If they don’t do this, cyber resilience will be impossible because cyber defenders will always be on the back foot.

This is the only way to motivate vendors to stop attacks and make sure their products are capable of protecting businesses as cybercrime surges and offensive tools continue to innovate.

So, what can businesses and risk managers do?

It all comes down to asking the right questions of vendors before SLAs are agreed, contracts are signed, and tools are deployed: These questions include:

  1. What is your liability if your product fails or is determined to be the source of a breach?
  2. Will I get a refund if your product fails, is breached or is implicated in a security incident?
  3. Does your company use the product? If so, how and will you provide evidence and a point of contact I can speak with?
  4. Does the service provide remote connectivity to any other third parties? If so, will you provide details to include your liability in the event of a breach associated with this connectivity?
  5. Will you provide details on the company ownership and supply chain for this service for purposes of a risk assessment?
  6. Are service components subject to routine vulnerability assessment scanning and security penetration testing? If so, will you provide evidence?
  7. Were service software components subject to secure development procedures and testing? If so, will you provide evidence?
  8. Are service components subject to regular security patching?
  9. Has your company been breached in the last five years?
  10. Will you provide ten customer references?

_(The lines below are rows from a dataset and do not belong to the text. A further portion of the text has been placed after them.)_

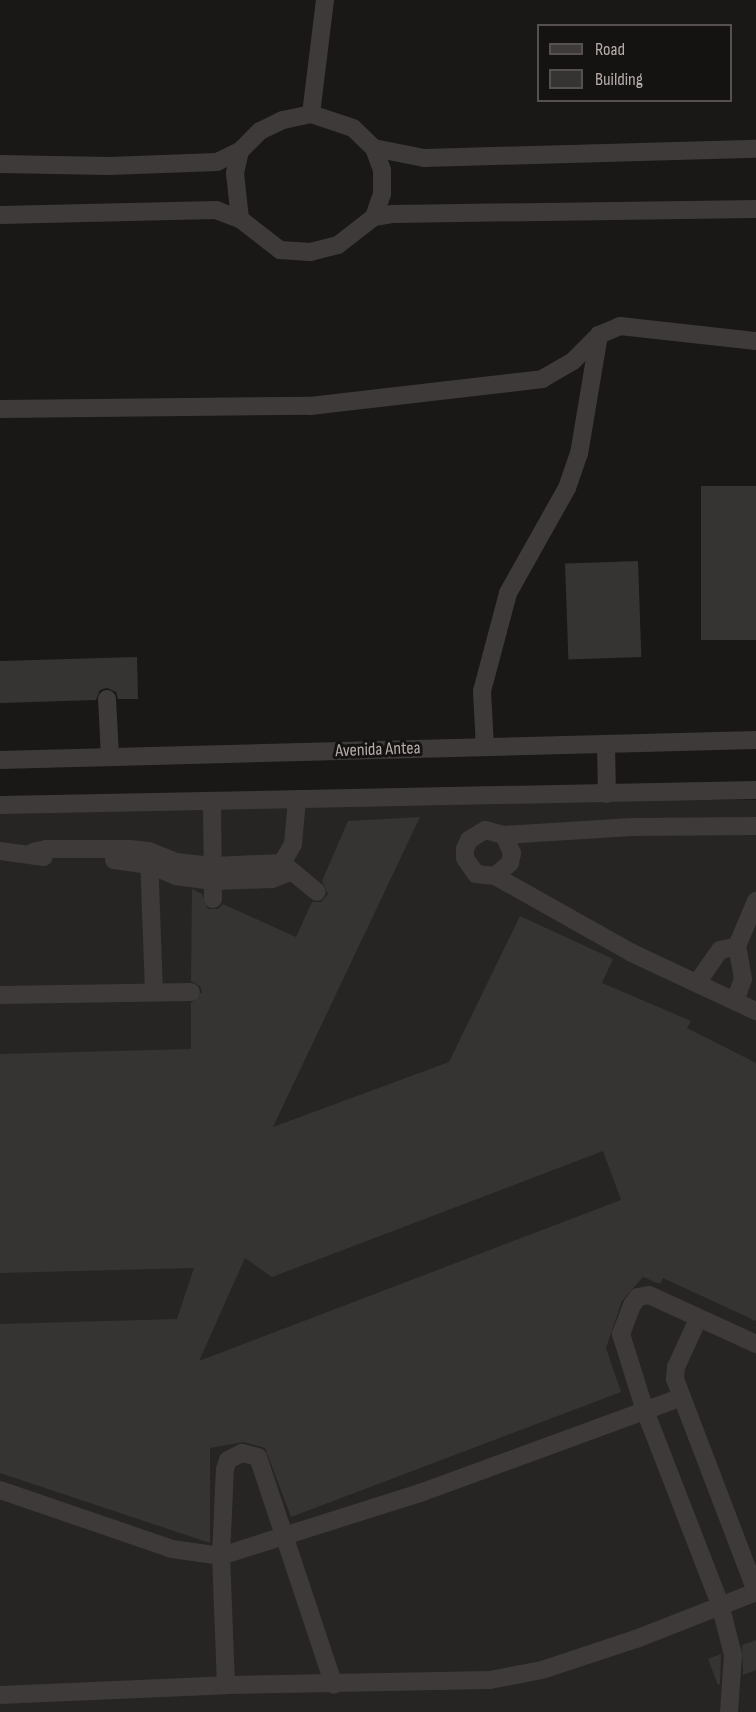 <!DOCTYPE html>
<style>
body{margin:0}
#map{position:relative;width:756px;height:1712px;overflow:hidden;background:#191817;font-family:"Sofia Sans Condensed",sans-serif}
div>[style]{position:absolute}
.built>*{inset:0;background:#262524;transform-origin:0 0}
.building>*{inset:0;background:#353433;transform-origin:0 0}
.minor>*{height:18px;margin:-9px;padding:0 9px;transform-origin:9px;border-radius:9px;background:#3e3a39}
span{translate:-50% -50%;white-space:nowrap;text-align:center;line-height:1.15;-webkit-text-stroke:6px #141312;paint-order:stroke}
.street-label{font-size:18px;color:#b8adab}
.legend{position:absolute;left:537px;top:24px;width:195px;height:78px;box-sizing:border-box;background:#141312;border:2px solid #56514f;margin:0;padding:8px 10px;list-style:none;font-size:18px;color:#b8adab}
.legend li{display:flex;align-items:center;gap:12px;height:30px}
.legend b{width:30px;border:2px solid #56514f}
</style>
<div id="map">
<div class="built">
<i style="left:756px;top:800px;width:912px;height:756px;rotate:90deg"></i>
</div>
<div class="building">
<i style="left:756px;top:486px;width:154px;height:55px;rotate:90deg"></i>
<i style="left:638px;top:561px;width:96px;height:73px;rotate:88deg"></i>
<i style="clip-path:polygon(137px 657px,138px 699px,118px 699px,116px 692px,107px 688px,100px 690px,96px 700px,0 703px,0 661px)"></i>
<i style="clip-path:polygon(evenodd,420px 817px,273px 1127px,449px 1062px,520px 916px,613px 959px,602px 983px,691px 1021px,687px 1028px,756px 1063px,756px 1321px,663px 1278px,660px 1284px,643px 1277px,622px 1301px,606px 1348px,621px 1392px,291px 1517px,265px 1448px,244px 1442px,210px 1448px,210px 1543px,0 1473px,0 1324px,177px 1319px,194px 1268px,0 1273px,0 1054px,191px 1049px,191px 1003px,202px 992px,200px 986px,191px 981px,192px 889px,202px 894px,208px 909px,218px 909px,223px 904px,296px 937px,312px 902px,321px 902px,328px 894px,322px 881px,348px 821px,420px 817px,603px 1151px,621px 1200px,199px 1361px,245px 1258px,272px 1277px,603px 1151px)"></i>
<i style="clip-path:polygon(756px 1640px,756px 1670px,743px 1675px,742px 1645px)"></i>
<i style="clip-path:polygon(721px 1654px,720px 1684px,718px 1685px,708px 1659px)"></i>
</div>
<div class="minor">
<i style="left:311px;top:114px;width:115px;rotate:-83deg"></i>
<i style="left:240px;top:151px;width:23px;rotate:103deg"></i>
<i style="left:235px;top:173px;width:46px;rotate:83.8deg"></i>
<i style="left:0;top:164px;width:109px;rotate:1.1deg"></i>
<i style="left:109px;top:166px;width:108px;rotate:-2.1deg"></i>
<i style="left:217px;top:162px;width:25px;rotate:-26deg"></i>
<i style="left:240px;top:151px;width:28px;rotate:-45deg"></i>
<i style="left:260px;top:131px;width:25px;rotate:-26deg"></i>
<i style="left:283px;top:120px;width:29px;rotate:-12deg"></i>
<i style="left:311px;top:114px;width:44px;rotate:18.4deg"></i>
<i style="left:353px;top:128px;width:29px;rotate:44deg"></i>
<i style="left:374px;top:148px;width:51px;rotate:11.3deg"></i>
<i style="left:424px;top:158px;width:332px;rotate:-1.6deg"></i>
<i style="left:0;top:215px;width:216px;rotate:-1.3deg"></i>
<i style="left:216px;top:210px;width:26px;rotate:21deg"></i>
<i style="left:240px;top:219px;width:51px;rotate:37.8deg"></i>
<i style="left:280px;top:250px;width:30px;rotate:4deg"></i>
<i style="left:310px;top:252px;width:29px;rotate:-14deg"></i>
<i style="left:338px;top:245px;width:46px;rotate:-37.9deg"></i>
<i style="left:374px;top:217px;width:18px;rotate:-9deg"></i>
<i style="left:392px;top:214px;width:364px;rotate:-0.8deg"></i>
<i style="left:374px;top:217px;width:24px;rotate:-71deg"></i>
<i style="left:382px;top:194px;width:24px;rotate:-90deg"></i>
<i style="left:382px;top:170px;width:23px;rotate:-110deg"></i>
<i style="left:0;top:409px;width:310px;rotate:-0.6deg"></i>
<i style="left:310px;top:406px;width:234px;rotate:-6.6deg"></i>
<i style="left:542px;top:379px;width:36px;rotate:-30deg"></i>
<i style="left:573px;top:361px;width:37px;rotate:-45deg"></i>
<i style="left:599px;top:335px;width:23px;rotate:-23deg"></i>
<i style="left:620px;top:326px;width:137px;rotate:6.3deg"></i>
<i style="left:107px;top:699px;width:58px;rotate:87deg"></i>
<i style="left:606px;top:744px;width:50px;rotate:88.9deg"></i>
<i style="left:485px;top:747px;width:56px;rotate:-93.1deg"></i>
<i style="left:482px;top:691px;width:101px;rotate:-75.1deg"></i>
<i style="left:508px;top:593px;width:120px;rotate:-60.7deg"></i>
<i style="left:567px;top:488px;width:36px;rotate:-71deg"></i>
<i style="left:579px;top:454px;width:121px;rotate:-80.5deg"></i>
<i style="left:0;top:760px;width:756px;rotate:-1.52deg"></i>
<i style="left:212px;top:802px;width:97px;rotate:89.4deg"></i>
<i style="left:0;top:805px;width:756px;rotate:-1.14deg"></i>
<i style="left:504px;top:835px;width:20px;rotate:66deg"></i>
<i style="left:512px;top:853px;width:10px;rotate:101deg"></i>
<i style="left:510px;top:863px;width:20px;rotate:139deg"></i>
<i style="left:495px;top:876px;width:19px;rotate:-174deg"></i>
<i style="left:476px;top:874px;width:19px;rotate:-125deg"></i>
<i style="left:465px;top:858px;width:9px;rotate:-90deg"></i>
<i style="left:465px;top:849px;width:10px;rotate:-66deg"></i>
<i style="left:469px;top:840px;width:19px;rotate:-32deg"></i>
<i style="left:485px;top:830px;width:20px;rotate:15deg"></i>
<i style="left:504px;top:835px;width:128px;rotate:-3.6deg"></i>
<i style="left:632px;top:827px;width:124px;rotate:-0.5deg"></i>
<i style="left:0;top:851px;width:44px;rotate:7.8deg"></i>
<i style="left:33px;top:852px;width:13px;rotate:-13deg"></i>
<i style="left:46px;top:849px;width:84px"></i>
<i style="left:130px;top:849px;width:19px;rotate:6deg"></i>
<i style="left:149px;top:851px;width:29px;rotate:22deg"></i>
<i style="left:176px;top:862px;width:37px;rotate:6deg"></i>
<i style="left:213px;top:866px;width:69px;rotate:-2.5deg"></i>
<i style="left:282px;top:863px;width:45px;rotate:39.6deg"></i>
<i style="left:149px;top:856px;width:136px;rotate:87.9deg"></i>
<i style="left:114px;top:860px;width:36px;rotate:8deg"></i>
<i style="left:150px;top:865px;width:28px;rotate:23deg"></i>
<i style="left:176px;top:876px;width:37px;rotate:8deg"></i>
<i style="left:213px;top:881px;width:59px;rotate:-1.9deg"></i>
<i style="left:272px;top:879px;width:19px;rotate:-21deg"></i>
<i style="left:281px;top:875px;width:12px;rotate:-85deg"></i>
<i style="left:282px;top:863px;width:22px;rotate:-60deg"></i>
<i style="left:293px;top:844px;width:45px;rotate:-84.9deg"></i>
<i style="left:495px;top:876px;width:157px;rotate:29.3deg"></i>
<i style="left:632px;top:953px;width:137px;rotate:25.1deg"></i>
<i style="left:697px;top:983px;width:40px;rotate:-55.1deg"></i>
<i style="left:720px;top:950px;width:17px;rotate:-13deg"></i>
<i style="left:0;top:995px;width:191px;rotate:-0.9deg"></i>
<i style="left:735px;top:1001px;width:23px;rotate:-70deg"></i>
<i style="left:743px;top:979px;width:34px;rotate:-100deg"></i>
<i style="left:737px;top:946px;width:49px;rotate:-67.1deg"></i>
<i style="left:698px;top:1319px;width:53px;rotate:114.6deg"></i>
<i style="left:676px;top:1367px;width:12px;rotate:95deg"></i>
<i style="left:675px;top:1379px;width:227px;rotate:69.1deg"></i>
<i style="left:0;top:1490px;width:182px;rotate:18.9deg"></i>
<i style="left:172px;top:1549px;width:49px;rotate:8.1deg"></i>
<i style="left:221px;top:1556px;width:209px;rotate:-17.6deg"></i>
<i style="left:420px;top:1493px;width:277px;rotate:-20.1deg"></i>
<i style="left:226px;top:1685px;width:129px;rotate:-92.2deg"></i>
<i style="left:221px;top:1556px;width:87px;rotate:-87.4deg"></i>
<i style="left:225px;top:1469px;width:9px;rotate:-72deg"></i>
<i style="left:228px;top:1460px;width:16px;rotate:-27deg"></i>
<i style="left:242px;top:1453px;width:16px;rotate:14deg"></i>
<i style="left:258px;top:1457px;width:240px;rotate:71.6deg"></i>
<i style="left:0;top:1695px;width:226px;rotate:-2.5deg"></i>
<i style="left:226px;top:1685px;width:264px;rotate:-1.1deg"></i>
<i style="left:490px;top:1680px;width:53px;rotate:-10.9deg"></i>
<i style="left:542px;top:1670px;width:99px;rotate:-18.3deg"></i>
<i style="left:636px;top:1639px;width:129px;rotate:-21.4deg"></i>
<i style="left:729px;top:1712px;width:57px;rotate:-86deg"></i>
<i style="left:733px;top:1655px;width:53px;rotate:-104.3deg"></i>
<i style="left:720px;top:1604px;width:207px;rotate:-111.2deg"></i>
<i style="left:645px;top:1411px;width:81px;rotate:-107.3deg"></i>
<i style="left:621px;top:1334px;width:31px;rotate:-69deg"></i>
<i style="left:632px;top:1305px;width:10px;rotate:-53deg"></i>
<i style="left:638px;top:1297px;width:11px;rotate:-10deg"></i>
<i style="left:649px;top:1295px;width:118px;rotate:24.6deg"></i>
</div>
<div class="street-label">
<span style="left:378px;top:750px;rotate:-2deg">Avenida Antea</span>
</div>
<ul class="legend">
<li><b style="height:8px;background:#3e3a39"></b>Road</li>
<li><b style="height:16px;background:#353433"></b>Building</li>
</ul>
</div>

If real cyber resilience is the goal, it’s time companies [and their risk managers] gave security vendors the motivation to do more.

They must be held accountable when things go wrong, it is their duty to keep businesses secure, and businesses have a duty to keep their customer’s data safe.

When businesses ask the right questions of vendors and ensure the products they are deploying can keep up to pace with today’s threat actors, cyber resilience will be possible.

Now is the time to put this into practice.